Introduction: First described in 1905, giant cell myocarditis is a rare and frequently fatal disease that is characterized by a mixed myocardial infiltrate with nucleated giant cells and cardiomyocyte necrosis. It is commonly diagnosed by endomyocardial biopsy, autopsy, or wedge resection during left ventricular assist device placement. Based on autopsy case series, its incidence is estimated to be approximately 23.4 per 100,000. The mean age at presentation is 42 years old but has been seen in patients between 16 to 69 years old. The mortality rate is estimated to be between 60% to 90% within the first year of diagnosis.
Case: A 62 year old Caucasian female with a recent diagnosis of myocarditis by cardiac magnetic resonance imaging four months prior, presented to the hospital for worsening chest pain, orthopnea and myalgias. Serial echocardiograms showed the patient’s ejection fraction rapidly reduced from 65% to 35% over four months. Cardiac catheterization showed coronaries without atherosclerosis, and an endomyocardial biopsy showed well-formed granulomas with giant cells, patchy eosinophilic, and mixed inflammatory cell infiltrate concerning for giant cell myocarditis. Given minimal improvement with aggressive diuresis, inotropic support and high dose steroids, she ultimately underwent Arterio-Venous Extra Corporeal Membrane Oxygenation. However, despite these interventions, the patient passed away a few days later before she could undergo a left ventricular assist device placement or heart transplant.

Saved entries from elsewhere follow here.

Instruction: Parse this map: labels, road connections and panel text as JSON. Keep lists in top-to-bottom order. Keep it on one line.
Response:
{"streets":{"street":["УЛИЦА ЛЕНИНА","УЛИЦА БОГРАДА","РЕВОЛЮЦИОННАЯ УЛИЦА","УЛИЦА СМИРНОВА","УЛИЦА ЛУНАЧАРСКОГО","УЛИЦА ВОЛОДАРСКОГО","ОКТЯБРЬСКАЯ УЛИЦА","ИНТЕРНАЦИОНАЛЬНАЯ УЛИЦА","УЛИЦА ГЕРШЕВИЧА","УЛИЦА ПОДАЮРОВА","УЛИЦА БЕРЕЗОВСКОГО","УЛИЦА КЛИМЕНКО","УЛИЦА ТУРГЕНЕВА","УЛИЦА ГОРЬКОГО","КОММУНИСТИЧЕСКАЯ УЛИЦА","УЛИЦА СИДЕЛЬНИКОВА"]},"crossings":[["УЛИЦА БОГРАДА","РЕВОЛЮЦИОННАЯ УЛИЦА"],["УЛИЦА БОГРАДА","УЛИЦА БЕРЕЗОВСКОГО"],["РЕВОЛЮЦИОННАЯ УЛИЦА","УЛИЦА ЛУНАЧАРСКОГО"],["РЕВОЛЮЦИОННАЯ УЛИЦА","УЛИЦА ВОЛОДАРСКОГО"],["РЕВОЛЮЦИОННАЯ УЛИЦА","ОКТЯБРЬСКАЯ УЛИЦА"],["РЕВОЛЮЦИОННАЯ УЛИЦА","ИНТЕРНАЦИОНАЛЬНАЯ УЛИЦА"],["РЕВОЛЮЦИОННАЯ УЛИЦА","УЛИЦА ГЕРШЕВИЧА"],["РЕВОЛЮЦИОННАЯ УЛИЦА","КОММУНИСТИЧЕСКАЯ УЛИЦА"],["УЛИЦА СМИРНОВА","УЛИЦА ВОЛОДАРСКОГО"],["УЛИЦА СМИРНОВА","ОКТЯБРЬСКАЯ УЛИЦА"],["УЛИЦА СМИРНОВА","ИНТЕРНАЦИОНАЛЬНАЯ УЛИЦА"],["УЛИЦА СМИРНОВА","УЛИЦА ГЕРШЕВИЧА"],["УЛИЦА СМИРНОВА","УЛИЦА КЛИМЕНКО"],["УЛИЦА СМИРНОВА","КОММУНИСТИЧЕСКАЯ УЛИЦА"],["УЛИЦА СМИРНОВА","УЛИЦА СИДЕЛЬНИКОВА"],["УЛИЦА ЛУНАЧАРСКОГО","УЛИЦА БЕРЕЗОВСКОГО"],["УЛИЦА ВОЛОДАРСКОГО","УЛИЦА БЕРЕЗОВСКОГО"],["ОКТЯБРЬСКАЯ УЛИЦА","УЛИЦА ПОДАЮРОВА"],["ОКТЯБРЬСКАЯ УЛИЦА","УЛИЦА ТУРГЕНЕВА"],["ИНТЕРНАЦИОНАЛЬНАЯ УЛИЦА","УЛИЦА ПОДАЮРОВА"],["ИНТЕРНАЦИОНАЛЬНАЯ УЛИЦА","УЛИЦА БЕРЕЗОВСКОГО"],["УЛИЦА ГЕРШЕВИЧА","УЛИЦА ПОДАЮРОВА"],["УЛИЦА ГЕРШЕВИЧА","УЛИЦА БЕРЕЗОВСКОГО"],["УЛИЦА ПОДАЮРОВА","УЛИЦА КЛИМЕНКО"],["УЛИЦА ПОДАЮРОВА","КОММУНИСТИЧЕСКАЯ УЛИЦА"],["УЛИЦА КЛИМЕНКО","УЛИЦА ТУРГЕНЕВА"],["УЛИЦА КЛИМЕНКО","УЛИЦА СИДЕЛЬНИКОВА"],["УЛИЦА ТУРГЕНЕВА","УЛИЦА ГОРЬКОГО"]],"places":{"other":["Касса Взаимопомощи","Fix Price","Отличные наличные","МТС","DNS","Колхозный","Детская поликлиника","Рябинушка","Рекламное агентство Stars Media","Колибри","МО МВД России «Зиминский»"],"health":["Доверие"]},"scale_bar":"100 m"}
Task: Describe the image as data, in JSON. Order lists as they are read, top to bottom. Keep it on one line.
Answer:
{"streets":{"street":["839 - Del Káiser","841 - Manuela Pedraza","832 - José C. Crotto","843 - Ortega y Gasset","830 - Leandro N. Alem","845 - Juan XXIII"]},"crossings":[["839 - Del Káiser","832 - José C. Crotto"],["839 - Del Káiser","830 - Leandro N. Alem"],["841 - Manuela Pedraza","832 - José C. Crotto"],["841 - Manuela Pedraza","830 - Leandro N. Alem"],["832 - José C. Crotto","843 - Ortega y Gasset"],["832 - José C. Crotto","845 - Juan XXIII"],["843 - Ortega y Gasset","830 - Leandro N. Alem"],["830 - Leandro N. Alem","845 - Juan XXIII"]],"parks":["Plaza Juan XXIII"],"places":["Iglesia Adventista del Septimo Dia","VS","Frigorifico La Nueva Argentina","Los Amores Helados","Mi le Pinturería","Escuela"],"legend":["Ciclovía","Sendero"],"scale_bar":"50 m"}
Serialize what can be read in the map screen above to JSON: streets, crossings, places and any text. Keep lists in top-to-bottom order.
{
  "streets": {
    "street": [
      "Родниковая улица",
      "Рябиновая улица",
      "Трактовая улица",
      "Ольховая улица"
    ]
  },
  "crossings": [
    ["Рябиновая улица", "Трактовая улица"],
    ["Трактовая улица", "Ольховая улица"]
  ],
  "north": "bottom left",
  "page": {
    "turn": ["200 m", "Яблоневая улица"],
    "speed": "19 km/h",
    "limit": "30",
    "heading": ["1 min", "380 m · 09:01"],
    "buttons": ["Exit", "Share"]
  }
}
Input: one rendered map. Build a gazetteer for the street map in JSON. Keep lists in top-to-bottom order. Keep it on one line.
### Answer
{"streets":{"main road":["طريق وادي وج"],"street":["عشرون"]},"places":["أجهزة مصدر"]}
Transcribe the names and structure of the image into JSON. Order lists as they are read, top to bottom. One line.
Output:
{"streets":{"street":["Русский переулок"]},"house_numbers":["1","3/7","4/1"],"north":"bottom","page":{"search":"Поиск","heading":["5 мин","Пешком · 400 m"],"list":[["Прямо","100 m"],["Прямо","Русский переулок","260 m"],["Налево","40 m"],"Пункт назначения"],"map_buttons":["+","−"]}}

Discussion: Giant cell myocarditis is a rapidly progressive and frequently fatal disease that affects otherwise healthy young and middle aged individuals. Though a rare cause of myocarditis overall, giant cell myocarditis accounts for 17% of all myocarditis fatalities. The pathophysiology is not well understood, but is thought to be related to an autoimmune process involving T-lymphocyte immune dysregulation. The initial presentation is often difficult to distinguish between cardiac sarcoidosis. Most patients present with rapid onset congestive heart failure, ventricular arrhythmias, and atrioventricular blocks. Median survival is 5.5 months from the onset of symptoms. Treatments includes cyclosporine-based immunosuppression and heart transplant; though giant cell myocarditis has been shown to recur in 25% of transplanted hearts. Ultimately, early recognition of this disease is crucial as its management differs from other myocardial processes and early tailored immunosuppressive treatments and heart transplant can significantly alter patient outcomes.